Oil Market Headed for a Glut, Prices Could Halve by 2027

A significant imbalance is building in the global oil markets, setting the stage for a potential sharp decline in prices. According to an analysis from JP Morgan, the world's oil supply is growing at more than double the rate of demand, a dynamic that could push crude oil prices down to the $30s per barrel by the end of 2027.

The Arithmetic of an Oversupply

Natasha Kaneva, the head of JP Morgan's global commodities team, laid out a stark forecast. While oil demand has been increasing, supply is rising much faster. This year, the market is seeing an oversupply of approximately 1.3 million barrels per day. This gap is projected to widen dramatically to around 2.8 million barrels per day in 2026 and 2.7 million barrels per day in 2027.

Kaneva described the outlook for the next two years as a matter of basic arithmetic. If this production surge continues unchecked, it could overwhelm the market, causing prices to plummet to about half of their current value. At those levels, below $40 per barrel, few oil projects in the United States would remain profitable.

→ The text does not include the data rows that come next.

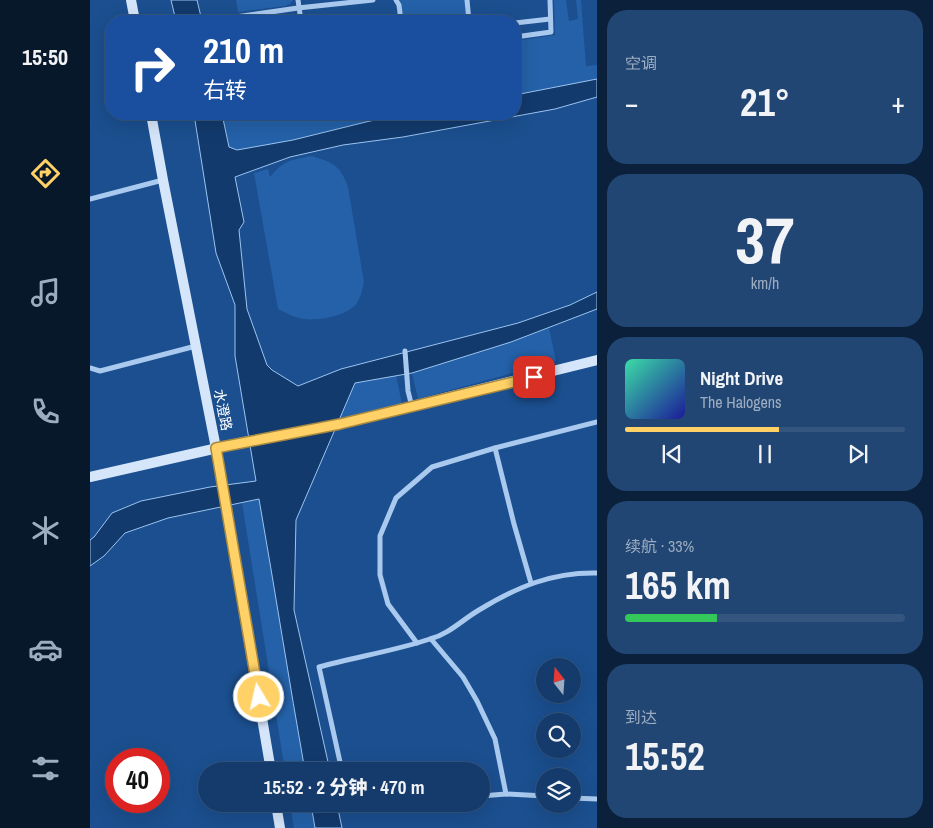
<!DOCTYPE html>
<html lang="zh">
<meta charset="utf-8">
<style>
body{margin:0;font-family:"Archivo Narrow","Noto Sans SC",sans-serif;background:#214673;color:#f1f3f6;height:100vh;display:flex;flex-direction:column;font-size:19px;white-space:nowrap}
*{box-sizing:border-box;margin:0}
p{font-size:16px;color:#9dadc1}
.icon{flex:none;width:28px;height:28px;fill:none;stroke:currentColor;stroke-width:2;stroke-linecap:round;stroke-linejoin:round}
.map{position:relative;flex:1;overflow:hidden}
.sheet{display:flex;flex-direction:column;gap:10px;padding:10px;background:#0b203b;width:336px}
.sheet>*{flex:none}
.guide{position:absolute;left:15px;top:15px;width:416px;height:105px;border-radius:20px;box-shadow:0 5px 20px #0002,0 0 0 1px #33557e;background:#1a4fa0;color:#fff;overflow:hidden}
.needle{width:32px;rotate:343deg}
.fabs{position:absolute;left:446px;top:658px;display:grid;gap:10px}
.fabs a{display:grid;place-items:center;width:45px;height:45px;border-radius:50%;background:#143b6b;box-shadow:0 5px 20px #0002,0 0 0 1px #33557e;font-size:25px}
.speed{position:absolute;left:15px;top:748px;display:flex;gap:10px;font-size:25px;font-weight:700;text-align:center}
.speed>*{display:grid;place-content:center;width:65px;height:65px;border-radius:50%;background:#143b6b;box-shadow:0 5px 20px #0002,0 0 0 1px #33557e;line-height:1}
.speed .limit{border:8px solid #d22;background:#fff;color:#111}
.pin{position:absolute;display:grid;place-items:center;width:42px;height:42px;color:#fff;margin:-21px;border-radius:10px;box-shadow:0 2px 8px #0006}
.me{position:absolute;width:55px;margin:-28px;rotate:351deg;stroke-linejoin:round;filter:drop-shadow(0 0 4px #0008)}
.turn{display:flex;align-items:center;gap:18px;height:105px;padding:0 15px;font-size:22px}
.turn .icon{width:65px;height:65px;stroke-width:2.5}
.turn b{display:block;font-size:35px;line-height:42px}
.big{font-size:38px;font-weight:800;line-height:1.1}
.sheet .widget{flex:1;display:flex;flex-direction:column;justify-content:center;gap:8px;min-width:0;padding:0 18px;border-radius:20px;background:#214673}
.sheet .dial{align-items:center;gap:0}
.dial b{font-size:65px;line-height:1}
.song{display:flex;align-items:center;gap:15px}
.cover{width:60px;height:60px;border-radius:8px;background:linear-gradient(135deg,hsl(160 70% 55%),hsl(240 70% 35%))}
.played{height:5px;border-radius:2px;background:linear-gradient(90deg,#ffd166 55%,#33557e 55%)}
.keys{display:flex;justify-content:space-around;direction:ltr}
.heat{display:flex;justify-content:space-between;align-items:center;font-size:28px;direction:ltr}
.charge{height:8px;border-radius:4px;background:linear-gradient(90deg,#34c759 33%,#33557e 0)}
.trip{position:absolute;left:108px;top:762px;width:292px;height:50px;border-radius:25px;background:#143b6b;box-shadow:0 5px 20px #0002,0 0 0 1px #33557e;font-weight:800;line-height:50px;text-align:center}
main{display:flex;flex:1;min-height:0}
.dock{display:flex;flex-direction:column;width:90px;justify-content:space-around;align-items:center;background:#08182b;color:#9dadc1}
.dock .icon{width:35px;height:35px}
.dock .selected{color:#ffd166}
.dock b{font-size:22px;color:#f1f3f6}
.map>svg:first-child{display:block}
</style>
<main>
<nav class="dock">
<b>15:50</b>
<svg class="icon selected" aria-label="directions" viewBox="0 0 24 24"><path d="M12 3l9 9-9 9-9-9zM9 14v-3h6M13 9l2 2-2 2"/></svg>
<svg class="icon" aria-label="music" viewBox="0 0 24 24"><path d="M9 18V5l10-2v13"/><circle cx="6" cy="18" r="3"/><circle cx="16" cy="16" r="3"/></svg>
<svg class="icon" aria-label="phone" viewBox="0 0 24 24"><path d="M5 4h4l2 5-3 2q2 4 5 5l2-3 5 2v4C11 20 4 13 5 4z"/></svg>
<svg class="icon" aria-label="climate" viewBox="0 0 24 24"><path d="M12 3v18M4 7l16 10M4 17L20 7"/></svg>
<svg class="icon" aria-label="car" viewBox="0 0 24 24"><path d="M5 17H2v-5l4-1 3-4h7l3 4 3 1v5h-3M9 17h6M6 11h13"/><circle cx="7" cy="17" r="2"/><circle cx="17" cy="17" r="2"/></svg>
<svg class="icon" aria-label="filters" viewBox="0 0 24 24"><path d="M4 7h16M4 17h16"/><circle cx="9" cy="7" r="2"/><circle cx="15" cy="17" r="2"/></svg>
</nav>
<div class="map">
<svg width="507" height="828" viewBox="0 0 507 828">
<rect width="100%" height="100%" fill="#1b4f8f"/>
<g fill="#2461a8">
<path d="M146 0H203L200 4 195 6 148 12Z"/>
<path d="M310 0H375L376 21H313Z"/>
<path d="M464 0H476L479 21 488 19 486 0H491L496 66 507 65V79L425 95V41L465 35Z"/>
<path d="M132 114H322L280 121 203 140 147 150 139 147Z"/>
<path d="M221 156C243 162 250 165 258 187L274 282C272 290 271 298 266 304 257 316 228 321 214 319 205 318 196 313 188 309L164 173 178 169 180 177C193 161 200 160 221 156Z"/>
<path d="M459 328 466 361 328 399 322 373 421 342Z"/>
<path d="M306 375 312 404 249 419 265 383Z"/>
<path d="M169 499C185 590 199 681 215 771H195L152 503Z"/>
<path d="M200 804H221L225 828H204Z"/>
</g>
<g fill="#123a6d" stroke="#9cc4f0">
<path d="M81 0H107L112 21H86Z"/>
<path d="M507 79V97L465 109 313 137 253 145 200 157 145 177 154 222 149 230 157 309 177 365 182 370 208 386 251 369 428 323 480 305 507 292V309L421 342 322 373 265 383 206 520 204 610 240 771H215C199 681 185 590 169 499L78 518 35 533 14 556 0 566V540L4 537 22 513 51 501 120 487 166 481 145 356V305L126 253 104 114H132L139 147 147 150 203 140 280 121 322 114H425V95Z"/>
<path d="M221 804H247L252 828H225Z"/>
</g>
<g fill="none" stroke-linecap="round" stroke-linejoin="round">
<g stroke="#a9c9ee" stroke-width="5">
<path d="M208 0 211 21"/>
<path d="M306 0 309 5 311 21"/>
<path d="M377 0 379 21"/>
<path d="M118 21 208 8 283 0"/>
<path d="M425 23 460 19"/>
<path d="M425 37 461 32 460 0"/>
<path d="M0 199 73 180"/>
<path d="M315 351 318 391 322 407"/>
<path d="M0 368 10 371 106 346"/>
<path d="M405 448 507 422"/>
<path d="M341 639 373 677 387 701 405 739 416 794 391 796"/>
<path d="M327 643 298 604 290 575V536L306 498 342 467 405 448 424 524 441 583"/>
<path d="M252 771 229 667C265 657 304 651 340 639 359 634 372 620 389 610 427 587 462 572 507 573"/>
<path d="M416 794 455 796"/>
<path d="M482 798 507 799"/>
</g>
<g stroke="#d6e6fa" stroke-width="10">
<path d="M41 0 45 21"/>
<path d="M61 114 73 180 126 448 181 771"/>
<path d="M0 477 154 442 250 424 507 360"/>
<path d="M186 804 190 828"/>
</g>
</g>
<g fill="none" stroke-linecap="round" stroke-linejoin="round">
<defs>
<path id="route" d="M169 697 126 448 250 424 444 377"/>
</defs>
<use href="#route" stroke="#a68842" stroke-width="12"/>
<use href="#route" stroke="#ffd166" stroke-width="9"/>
</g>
<g text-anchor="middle" stroke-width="5" stroke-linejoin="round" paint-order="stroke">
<g font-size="14" fill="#fff" stroke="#1b4f8f">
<text transform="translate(133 410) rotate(79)" y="5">水澄路</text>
</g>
</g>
</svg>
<div class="fabs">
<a><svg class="needle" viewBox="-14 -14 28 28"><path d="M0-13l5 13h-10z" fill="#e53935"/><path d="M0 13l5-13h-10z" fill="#9dadc1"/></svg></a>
<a><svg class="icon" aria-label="search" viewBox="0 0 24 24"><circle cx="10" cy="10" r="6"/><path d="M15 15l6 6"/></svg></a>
<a><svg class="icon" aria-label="layers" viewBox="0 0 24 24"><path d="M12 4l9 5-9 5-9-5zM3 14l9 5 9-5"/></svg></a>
</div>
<div class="speed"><div class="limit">40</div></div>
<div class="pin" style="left:444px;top:377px;background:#d93025"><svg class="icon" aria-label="arrive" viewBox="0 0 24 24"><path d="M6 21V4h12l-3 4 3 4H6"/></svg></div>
<svg class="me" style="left:169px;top:697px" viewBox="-20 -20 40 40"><circle r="17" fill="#ffd166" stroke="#fff" stroke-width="3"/><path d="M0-11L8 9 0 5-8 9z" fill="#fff"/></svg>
<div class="trip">15:52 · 2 分钟 · 470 m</div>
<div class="guide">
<div class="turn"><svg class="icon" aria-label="right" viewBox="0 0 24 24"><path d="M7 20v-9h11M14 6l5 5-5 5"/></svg><div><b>210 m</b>右转</div></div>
</div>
</div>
<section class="sheet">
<div class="widget"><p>空调</p>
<div class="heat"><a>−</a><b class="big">21°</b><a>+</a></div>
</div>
<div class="widget dial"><b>37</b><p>km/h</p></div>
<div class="widget">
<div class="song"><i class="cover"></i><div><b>Night Drive</b><p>The Halogens</p></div></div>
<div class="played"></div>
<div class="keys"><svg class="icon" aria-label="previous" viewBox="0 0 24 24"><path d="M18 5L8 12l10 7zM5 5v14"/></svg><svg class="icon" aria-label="pause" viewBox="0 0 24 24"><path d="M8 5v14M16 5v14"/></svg><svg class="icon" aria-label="next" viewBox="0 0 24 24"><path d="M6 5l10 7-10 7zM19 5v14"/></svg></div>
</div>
<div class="widget"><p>续航 · 33%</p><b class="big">165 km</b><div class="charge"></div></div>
<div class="widget"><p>到达</p><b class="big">15:52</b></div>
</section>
</main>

New Production Hotspots in Brazil and Guyana

The driving force behind this looming supply glut extends beyond the well-known shale fields of the United States. Major new offshore oil projects in Brazil and Guyana are set to supercharge global supply growth starting in 2026.

Together, these two nations are expected to add a significant 500,000 to 700,000 barrels of new oil production to the market each year. While this is a small portion of the roughly 106-million-barrel-per-day global market, it represents a substantial and steady new stream of supply that will contribute to the surplus.

Why a Price Collapse Might Be Avoided

Despite the bearish numbers, Kaneva believes it is unlikely that oil prices will actually fall to the $30s. History suggests that low oil prices trigger a market correction. Producers, facing financial pressure, typically cut back on drilling. Furthermore, alliances like OPEC and its partners often intervene by reducing their output to stabilize the market, causing supply to shrink and prices to recover.

Kaneva's official price target for Brent crude, the global benchmark, is $58 in 2026 and $57 in 2027. She notes that around the $51 per barrel mark, many U.S. shale producers would be forced to slow down output as profitability vanishes. Additionally, geopolitical factors could play a role; the Trump administration might leverage low prices to tighten sanctions on oil exports from Iran and Russia, effectively removing barrels from the global market.

For now, the market remains volatile. Brent crude rose 1.3% to $63.37 on the Monday the report was highlighted, even as prices have fallen approximately 15% overall this year. The central question for the coming years is whether producers will proactively turn off the taps to prevent a major price crash.